> TASK DIRECTIONS: Line by line, set down the records below from the first line through the line containing "0 #a7acb7) drop-shadow(-2px". Omit the pictures.

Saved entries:

####################

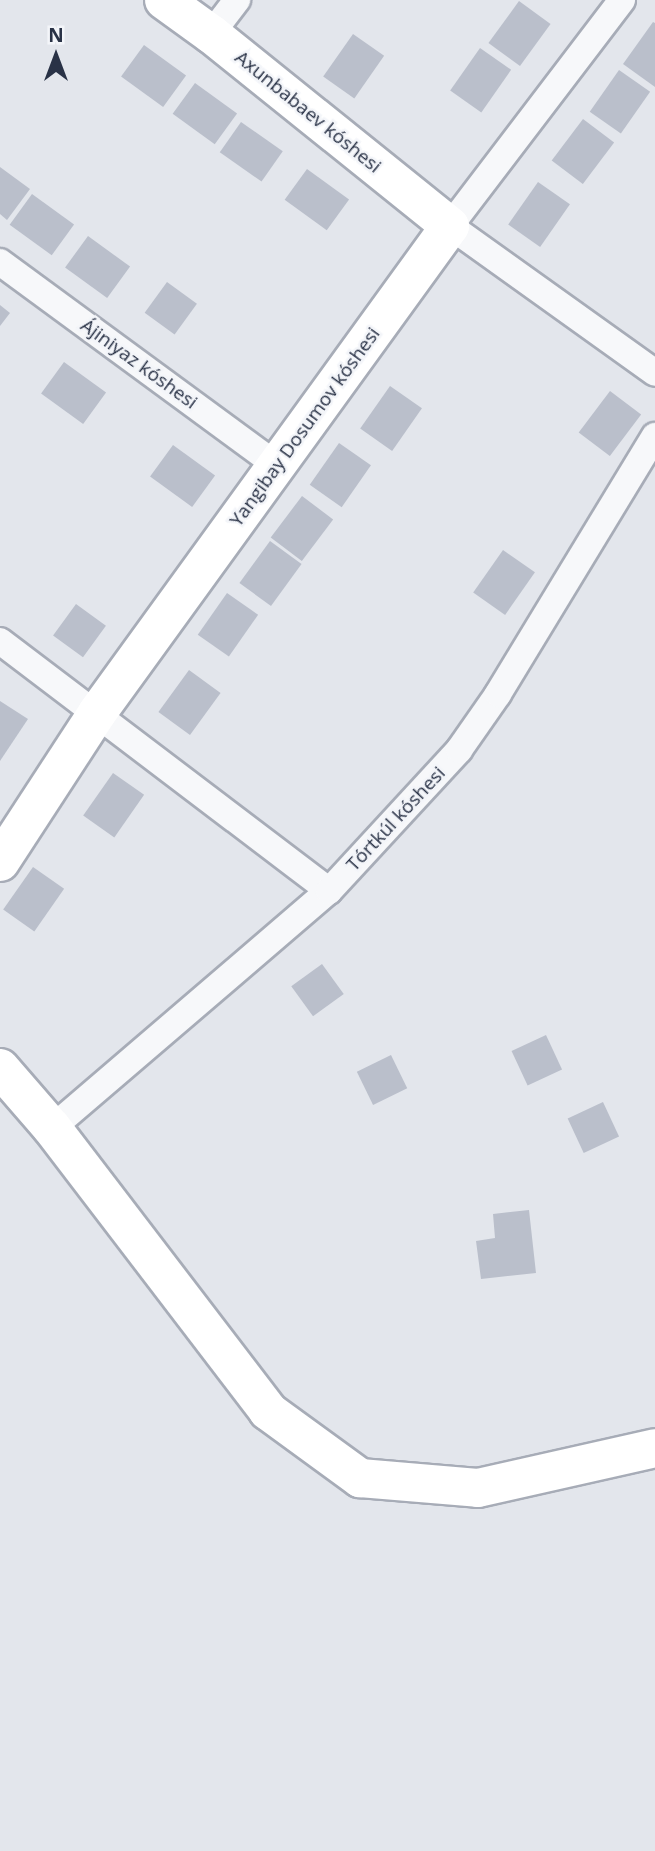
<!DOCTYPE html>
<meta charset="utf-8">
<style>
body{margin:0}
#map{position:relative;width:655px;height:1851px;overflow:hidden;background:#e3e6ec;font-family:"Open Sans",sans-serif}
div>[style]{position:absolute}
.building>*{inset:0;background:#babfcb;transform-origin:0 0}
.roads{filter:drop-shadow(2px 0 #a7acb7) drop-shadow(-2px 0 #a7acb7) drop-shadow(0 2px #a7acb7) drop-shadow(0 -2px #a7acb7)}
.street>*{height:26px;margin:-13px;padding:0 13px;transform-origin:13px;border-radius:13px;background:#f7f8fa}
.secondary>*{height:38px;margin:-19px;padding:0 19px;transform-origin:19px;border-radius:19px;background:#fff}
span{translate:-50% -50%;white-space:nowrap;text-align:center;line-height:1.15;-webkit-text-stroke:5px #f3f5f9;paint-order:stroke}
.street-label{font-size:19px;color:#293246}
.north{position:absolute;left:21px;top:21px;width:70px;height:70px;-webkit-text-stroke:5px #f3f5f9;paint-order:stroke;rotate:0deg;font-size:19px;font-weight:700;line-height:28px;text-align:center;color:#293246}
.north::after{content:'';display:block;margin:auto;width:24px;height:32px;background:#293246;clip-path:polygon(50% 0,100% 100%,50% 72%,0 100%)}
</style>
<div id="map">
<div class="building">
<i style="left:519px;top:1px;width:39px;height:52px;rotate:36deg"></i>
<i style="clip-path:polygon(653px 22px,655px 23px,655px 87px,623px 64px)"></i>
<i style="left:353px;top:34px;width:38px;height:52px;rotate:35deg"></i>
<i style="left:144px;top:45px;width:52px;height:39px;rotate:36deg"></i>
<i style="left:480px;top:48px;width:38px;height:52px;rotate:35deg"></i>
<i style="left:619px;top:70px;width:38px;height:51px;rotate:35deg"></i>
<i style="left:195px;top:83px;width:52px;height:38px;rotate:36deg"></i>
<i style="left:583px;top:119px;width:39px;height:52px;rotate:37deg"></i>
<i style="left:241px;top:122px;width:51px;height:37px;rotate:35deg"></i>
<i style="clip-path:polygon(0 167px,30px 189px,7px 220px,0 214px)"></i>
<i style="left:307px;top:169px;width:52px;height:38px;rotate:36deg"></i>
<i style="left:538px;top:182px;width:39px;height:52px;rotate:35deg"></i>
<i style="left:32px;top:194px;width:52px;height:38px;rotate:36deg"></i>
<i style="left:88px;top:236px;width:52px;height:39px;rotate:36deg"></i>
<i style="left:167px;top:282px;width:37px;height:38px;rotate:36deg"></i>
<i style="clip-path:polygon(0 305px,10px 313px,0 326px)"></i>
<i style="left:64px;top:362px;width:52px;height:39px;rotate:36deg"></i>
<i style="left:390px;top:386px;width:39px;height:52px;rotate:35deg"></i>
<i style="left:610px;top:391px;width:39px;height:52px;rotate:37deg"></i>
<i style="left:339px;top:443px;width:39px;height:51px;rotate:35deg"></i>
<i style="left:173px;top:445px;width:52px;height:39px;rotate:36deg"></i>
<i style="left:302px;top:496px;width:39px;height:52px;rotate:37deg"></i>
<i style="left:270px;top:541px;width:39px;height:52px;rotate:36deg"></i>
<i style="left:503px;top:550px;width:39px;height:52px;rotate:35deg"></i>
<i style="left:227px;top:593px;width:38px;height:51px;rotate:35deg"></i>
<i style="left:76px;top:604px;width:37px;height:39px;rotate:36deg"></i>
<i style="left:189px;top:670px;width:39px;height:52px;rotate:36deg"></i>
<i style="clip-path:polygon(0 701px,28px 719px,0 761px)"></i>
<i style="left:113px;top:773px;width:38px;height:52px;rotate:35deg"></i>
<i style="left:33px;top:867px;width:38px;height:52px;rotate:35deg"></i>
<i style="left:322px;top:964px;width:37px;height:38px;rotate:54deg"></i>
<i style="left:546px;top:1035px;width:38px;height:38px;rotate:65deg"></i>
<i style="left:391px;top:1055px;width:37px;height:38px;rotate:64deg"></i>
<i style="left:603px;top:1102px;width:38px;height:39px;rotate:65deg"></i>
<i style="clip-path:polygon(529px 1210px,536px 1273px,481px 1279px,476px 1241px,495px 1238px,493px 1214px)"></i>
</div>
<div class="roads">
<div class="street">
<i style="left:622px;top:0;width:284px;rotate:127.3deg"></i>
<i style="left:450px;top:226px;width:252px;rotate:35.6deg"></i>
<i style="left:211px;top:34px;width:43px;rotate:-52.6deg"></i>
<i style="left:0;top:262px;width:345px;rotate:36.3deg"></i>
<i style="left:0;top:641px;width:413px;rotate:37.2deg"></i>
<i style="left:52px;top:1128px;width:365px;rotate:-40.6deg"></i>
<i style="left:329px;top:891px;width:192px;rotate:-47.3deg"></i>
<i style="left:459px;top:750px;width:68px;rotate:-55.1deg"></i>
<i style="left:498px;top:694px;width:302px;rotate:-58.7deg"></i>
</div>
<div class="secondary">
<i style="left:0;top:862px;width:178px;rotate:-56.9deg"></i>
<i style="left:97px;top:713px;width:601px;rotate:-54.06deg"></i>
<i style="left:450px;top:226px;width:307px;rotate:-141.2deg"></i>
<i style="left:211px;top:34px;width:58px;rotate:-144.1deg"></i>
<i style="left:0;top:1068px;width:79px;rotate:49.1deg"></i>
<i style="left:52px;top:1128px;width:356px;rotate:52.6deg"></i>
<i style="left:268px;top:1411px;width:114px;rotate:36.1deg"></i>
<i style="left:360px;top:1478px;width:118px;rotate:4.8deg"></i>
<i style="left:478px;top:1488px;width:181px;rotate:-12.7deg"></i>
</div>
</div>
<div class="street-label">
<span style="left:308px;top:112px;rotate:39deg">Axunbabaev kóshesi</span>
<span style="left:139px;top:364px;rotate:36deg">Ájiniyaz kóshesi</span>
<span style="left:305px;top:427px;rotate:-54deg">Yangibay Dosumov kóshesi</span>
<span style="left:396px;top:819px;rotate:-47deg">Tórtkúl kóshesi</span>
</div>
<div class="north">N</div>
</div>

####################

> REPLY TO THE EXERCISE:
<!DOCTYPE html>
<meta charset="utf-8">
<style>
body{margin:0}
#map{position:relative;width:655px;height:1851px;overflow:hidden;background:#e3e6ec;font-family:"Open Sans",sans-serif}
div>[style]{position:absolute}
.building>*{inset:0;background:#babfcb;transform-origin:0 0}
.roads{filter:drop-shadow(2px 0 #a7acb7) drop-shadow(-2px 0 #a7acb7) drop-shadow(0 2px #a7acb7) drop-shadow(0 -2px #a7acb7)}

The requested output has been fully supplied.